*** Begin section ***

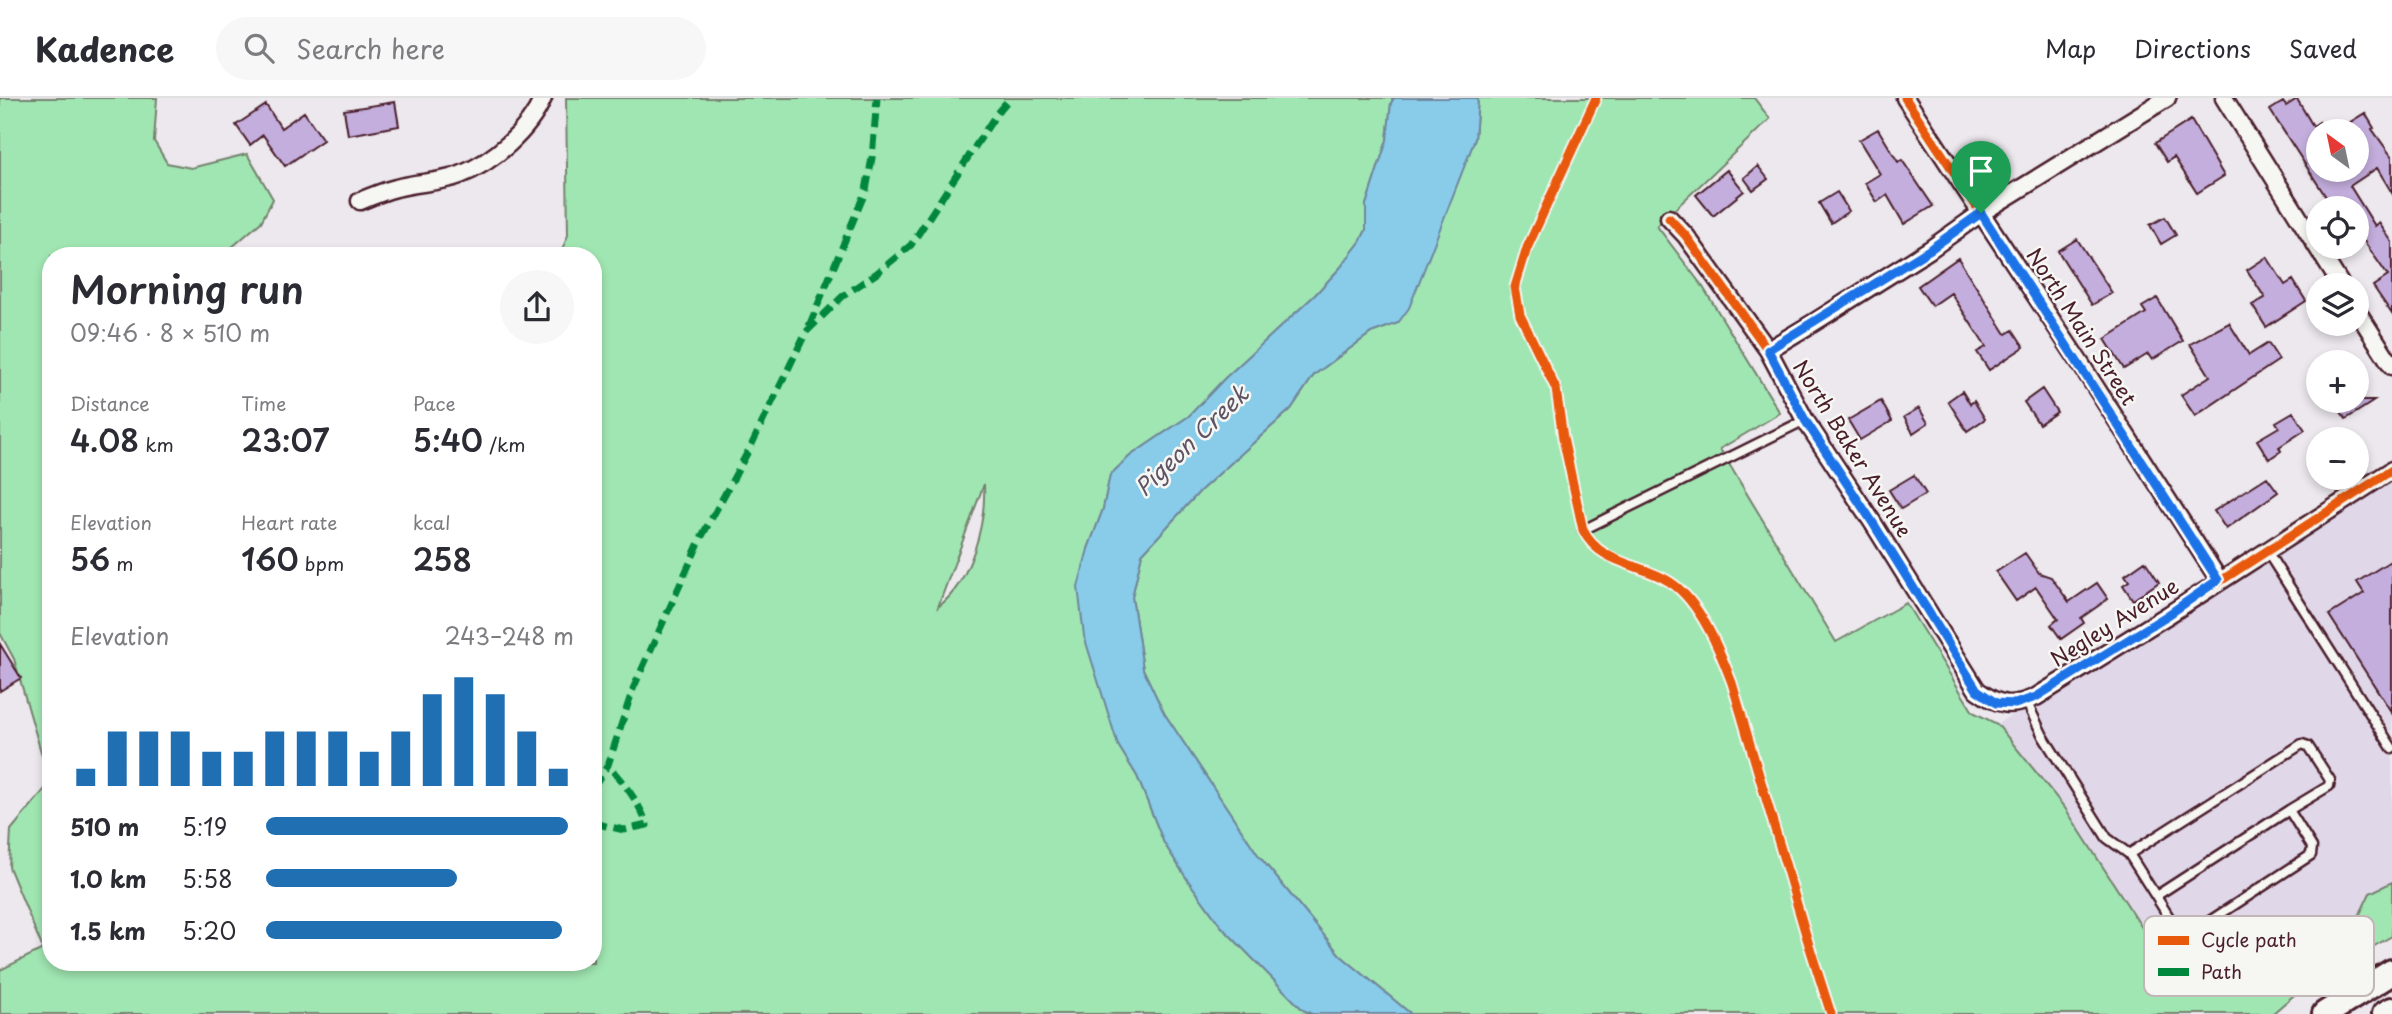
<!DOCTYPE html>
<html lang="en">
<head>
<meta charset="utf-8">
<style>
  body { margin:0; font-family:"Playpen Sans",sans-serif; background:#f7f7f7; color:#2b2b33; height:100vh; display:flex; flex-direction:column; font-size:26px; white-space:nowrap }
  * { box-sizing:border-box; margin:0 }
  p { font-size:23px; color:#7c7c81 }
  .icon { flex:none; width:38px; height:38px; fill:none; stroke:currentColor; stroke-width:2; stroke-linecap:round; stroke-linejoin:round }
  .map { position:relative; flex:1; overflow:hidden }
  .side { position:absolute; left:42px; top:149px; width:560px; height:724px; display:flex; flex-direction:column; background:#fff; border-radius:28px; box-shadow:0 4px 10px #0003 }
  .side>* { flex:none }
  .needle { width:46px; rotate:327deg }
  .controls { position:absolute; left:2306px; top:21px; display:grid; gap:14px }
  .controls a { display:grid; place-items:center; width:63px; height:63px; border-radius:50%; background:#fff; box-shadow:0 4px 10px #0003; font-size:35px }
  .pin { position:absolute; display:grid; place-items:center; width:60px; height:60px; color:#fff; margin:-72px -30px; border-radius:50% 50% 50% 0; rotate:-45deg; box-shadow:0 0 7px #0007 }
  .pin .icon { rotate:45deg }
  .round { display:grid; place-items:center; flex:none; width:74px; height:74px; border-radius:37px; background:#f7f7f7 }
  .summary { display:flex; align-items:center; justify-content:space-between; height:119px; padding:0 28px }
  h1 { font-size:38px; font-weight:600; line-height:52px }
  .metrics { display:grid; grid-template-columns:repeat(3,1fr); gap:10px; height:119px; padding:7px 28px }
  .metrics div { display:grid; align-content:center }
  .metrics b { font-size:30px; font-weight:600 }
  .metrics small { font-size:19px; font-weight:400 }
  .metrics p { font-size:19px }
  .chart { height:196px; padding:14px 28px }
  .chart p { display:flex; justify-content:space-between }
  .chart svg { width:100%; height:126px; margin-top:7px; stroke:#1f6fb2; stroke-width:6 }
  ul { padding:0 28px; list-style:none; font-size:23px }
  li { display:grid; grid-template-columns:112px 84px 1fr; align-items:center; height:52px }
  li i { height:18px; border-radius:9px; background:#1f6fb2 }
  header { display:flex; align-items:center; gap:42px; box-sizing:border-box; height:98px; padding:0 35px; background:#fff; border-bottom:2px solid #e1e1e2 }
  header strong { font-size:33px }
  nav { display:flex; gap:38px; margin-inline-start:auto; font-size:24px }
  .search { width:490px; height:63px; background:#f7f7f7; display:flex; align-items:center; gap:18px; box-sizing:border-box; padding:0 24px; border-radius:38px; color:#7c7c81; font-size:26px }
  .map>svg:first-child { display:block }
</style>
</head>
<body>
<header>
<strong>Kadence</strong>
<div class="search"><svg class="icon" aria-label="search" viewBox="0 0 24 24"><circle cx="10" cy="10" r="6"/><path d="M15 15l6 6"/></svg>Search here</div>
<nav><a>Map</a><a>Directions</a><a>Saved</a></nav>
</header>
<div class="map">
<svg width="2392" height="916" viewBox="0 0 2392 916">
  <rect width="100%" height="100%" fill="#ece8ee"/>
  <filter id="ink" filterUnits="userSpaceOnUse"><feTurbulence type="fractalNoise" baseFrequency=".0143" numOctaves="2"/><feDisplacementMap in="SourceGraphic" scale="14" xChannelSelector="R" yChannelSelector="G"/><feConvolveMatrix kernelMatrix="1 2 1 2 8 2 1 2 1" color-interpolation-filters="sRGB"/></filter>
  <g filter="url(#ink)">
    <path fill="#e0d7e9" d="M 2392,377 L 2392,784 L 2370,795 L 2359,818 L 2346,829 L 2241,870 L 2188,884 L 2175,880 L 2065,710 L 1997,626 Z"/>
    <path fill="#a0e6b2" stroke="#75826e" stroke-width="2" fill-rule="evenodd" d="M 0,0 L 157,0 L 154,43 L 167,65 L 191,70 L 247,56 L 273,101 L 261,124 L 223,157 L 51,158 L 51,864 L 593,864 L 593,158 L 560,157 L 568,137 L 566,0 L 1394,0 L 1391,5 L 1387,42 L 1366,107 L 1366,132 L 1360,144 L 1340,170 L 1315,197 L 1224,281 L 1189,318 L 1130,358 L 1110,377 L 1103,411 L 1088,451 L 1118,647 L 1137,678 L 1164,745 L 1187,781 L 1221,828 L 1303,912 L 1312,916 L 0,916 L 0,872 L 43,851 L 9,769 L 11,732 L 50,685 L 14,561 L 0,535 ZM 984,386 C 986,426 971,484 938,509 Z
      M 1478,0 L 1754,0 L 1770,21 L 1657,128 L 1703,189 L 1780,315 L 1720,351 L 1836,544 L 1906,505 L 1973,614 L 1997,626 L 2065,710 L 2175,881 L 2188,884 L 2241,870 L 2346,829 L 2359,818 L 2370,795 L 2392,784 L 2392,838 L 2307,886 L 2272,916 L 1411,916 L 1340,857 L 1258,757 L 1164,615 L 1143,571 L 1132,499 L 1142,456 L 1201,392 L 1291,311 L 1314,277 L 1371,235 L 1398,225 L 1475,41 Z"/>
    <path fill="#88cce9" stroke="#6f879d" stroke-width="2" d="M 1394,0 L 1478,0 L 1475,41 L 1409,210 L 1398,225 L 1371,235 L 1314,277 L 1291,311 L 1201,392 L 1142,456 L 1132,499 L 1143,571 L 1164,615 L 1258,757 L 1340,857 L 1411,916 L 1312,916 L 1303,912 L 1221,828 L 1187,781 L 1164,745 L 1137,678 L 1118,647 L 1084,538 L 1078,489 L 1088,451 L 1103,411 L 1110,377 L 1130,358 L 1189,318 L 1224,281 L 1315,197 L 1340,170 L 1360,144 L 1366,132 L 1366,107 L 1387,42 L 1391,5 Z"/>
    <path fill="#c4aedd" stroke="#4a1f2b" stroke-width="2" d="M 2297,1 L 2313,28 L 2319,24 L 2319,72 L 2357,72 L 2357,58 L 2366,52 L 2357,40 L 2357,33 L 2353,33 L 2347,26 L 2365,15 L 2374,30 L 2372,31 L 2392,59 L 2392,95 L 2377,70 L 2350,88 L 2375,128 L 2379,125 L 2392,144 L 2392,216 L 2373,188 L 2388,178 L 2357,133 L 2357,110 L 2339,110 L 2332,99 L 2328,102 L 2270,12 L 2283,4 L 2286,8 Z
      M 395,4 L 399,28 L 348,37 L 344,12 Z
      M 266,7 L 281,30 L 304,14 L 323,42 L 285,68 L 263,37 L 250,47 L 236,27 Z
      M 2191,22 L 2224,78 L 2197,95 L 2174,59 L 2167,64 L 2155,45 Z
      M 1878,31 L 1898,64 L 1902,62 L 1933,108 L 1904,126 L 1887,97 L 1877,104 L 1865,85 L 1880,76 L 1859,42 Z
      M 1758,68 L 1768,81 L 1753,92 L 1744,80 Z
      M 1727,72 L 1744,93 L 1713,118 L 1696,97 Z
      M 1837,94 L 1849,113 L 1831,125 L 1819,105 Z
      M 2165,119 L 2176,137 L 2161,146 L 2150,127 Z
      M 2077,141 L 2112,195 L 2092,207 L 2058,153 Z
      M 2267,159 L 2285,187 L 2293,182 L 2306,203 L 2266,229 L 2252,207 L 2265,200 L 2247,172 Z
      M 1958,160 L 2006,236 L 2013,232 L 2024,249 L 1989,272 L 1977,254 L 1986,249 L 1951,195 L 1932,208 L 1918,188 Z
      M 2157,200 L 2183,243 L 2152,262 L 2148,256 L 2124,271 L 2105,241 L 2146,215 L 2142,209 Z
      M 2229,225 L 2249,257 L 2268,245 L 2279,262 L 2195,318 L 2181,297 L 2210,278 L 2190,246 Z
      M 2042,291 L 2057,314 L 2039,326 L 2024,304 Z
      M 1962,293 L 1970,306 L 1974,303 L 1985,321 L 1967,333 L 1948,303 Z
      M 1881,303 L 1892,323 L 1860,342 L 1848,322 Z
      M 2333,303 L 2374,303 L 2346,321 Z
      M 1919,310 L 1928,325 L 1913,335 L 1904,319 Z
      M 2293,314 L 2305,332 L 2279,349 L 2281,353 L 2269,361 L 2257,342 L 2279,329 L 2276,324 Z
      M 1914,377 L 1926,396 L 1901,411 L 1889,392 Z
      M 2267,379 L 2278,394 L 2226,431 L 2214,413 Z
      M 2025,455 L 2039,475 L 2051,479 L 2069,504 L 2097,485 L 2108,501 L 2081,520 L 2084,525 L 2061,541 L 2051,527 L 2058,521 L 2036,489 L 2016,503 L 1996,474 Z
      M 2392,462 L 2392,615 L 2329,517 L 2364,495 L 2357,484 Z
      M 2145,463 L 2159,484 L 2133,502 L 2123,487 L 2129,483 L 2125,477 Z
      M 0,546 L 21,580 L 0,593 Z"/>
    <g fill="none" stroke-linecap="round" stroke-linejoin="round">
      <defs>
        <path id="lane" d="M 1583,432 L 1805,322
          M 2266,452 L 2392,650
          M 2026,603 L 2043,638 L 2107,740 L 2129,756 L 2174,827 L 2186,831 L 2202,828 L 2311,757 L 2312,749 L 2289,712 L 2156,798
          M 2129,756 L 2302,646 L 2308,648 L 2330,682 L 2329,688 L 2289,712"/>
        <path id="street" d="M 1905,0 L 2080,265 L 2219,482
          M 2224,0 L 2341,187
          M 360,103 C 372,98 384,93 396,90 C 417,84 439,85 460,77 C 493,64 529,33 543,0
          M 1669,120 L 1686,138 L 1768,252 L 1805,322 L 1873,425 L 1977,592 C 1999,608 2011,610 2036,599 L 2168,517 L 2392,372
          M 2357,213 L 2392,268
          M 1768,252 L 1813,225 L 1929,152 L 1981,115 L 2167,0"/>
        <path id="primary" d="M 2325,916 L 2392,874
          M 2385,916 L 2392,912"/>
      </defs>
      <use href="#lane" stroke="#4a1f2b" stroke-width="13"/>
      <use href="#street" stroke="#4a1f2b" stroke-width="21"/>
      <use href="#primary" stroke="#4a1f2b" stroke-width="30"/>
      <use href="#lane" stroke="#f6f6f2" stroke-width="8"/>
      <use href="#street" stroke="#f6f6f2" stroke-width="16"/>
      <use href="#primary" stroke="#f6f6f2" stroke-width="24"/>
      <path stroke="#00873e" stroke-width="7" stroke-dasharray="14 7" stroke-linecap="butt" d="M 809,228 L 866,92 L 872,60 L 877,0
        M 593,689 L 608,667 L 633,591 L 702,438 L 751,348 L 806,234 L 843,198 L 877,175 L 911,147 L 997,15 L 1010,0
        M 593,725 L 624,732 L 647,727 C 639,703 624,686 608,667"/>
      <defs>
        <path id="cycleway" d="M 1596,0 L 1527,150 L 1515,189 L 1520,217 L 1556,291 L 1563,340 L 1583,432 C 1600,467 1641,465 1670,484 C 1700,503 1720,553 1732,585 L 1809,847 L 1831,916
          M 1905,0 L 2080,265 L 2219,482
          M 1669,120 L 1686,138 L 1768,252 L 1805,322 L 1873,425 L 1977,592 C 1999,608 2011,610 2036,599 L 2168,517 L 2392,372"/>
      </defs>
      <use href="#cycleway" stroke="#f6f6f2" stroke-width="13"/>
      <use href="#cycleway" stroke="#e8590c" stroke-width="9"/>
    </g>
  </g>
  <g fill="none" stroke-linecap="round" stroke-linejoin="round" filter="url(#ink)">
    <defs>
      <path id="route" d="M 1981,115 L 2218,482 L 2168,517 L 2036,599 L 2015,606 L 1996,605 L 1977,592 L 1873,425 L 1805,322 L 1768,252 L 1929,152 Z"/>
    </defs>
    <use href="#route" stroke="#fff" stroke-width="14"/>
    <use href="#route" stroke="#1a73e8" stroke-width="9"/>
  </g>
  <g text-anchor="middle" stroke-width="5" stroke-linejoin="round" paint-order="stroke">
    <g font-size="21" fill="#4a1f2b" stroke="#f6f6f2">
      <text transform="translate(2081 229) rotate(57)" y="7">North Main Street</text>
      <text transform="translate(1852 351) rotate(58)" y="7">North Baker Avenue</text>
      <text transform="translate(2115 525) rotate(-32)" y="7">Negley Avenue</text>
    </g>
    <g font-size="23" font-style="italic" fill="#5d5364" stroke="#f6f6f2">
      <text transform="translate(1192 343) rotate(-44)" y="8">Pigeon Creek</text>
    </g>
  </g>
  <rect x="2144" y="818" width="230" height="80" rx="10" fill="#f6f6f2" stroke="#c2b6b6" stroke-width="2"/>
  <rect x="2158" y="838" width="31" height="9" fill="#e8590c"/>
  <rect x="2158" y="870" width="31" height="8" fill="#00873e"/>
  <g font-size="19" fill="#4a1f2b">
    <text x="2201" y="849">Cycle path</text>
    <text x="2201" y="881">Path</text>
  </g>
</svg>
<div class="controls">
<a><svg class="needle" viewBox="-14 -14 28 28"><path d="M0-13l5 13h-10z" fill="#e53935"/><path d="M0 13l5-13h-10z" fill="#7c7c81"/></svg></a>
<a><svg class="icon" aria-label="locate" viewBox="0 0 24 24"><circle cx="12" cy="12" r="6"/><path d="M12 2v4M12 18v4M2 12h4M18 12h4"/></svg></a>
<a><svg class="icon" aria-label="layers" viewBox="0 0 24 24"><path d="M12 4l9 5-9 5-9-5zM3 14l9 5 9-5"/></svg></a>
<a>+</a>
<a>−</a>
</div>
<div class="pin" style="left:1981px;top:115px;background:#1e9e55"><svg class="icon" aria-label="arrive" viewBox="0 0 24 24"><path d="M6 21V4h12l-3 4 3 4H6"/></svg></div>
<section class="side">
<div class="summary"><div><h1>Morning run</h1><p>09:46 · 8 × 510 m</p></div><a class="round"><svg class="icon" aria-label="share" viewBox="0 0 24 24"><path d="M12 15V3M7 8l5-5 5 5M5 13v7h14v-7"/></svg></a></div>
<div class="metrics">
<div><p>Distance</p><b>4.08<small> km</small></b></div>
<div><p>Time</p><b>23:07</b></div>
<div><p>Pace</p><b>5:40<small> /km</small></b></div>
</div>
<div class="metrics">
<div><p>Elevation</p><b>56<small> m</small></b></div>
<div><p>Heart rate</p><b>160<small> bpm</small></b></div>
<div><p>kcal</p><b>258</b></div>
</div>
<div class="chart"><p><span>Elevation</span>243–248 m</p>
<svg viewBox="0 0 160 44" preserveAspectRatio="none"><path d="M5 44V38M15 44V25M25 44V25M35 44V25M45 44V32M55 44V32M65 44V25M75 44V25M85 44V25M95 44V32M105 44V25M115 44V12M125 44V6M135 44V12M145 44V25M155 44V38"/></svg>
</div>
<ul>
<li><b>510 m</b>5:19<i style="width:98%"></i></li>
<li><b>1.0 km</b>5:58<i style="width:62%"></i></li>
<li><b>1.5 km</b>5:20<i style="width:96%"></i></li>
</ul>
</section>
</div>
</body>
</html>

*** End section ***

GOAL OF THE EXERCISE
Which lines in the records above contain the string "controls"? Copy each one.

RESULT BELOW
  .controls { position:absolute; left:2306px; top:21px; display:grid; gap:14px }
  .controls a { display:grid; place-items:center; width:63px; height:63px; border-radius:50%; background:#fff; box-shadow:0 4px 10px #0003; font-size:35px }
<div class="controls">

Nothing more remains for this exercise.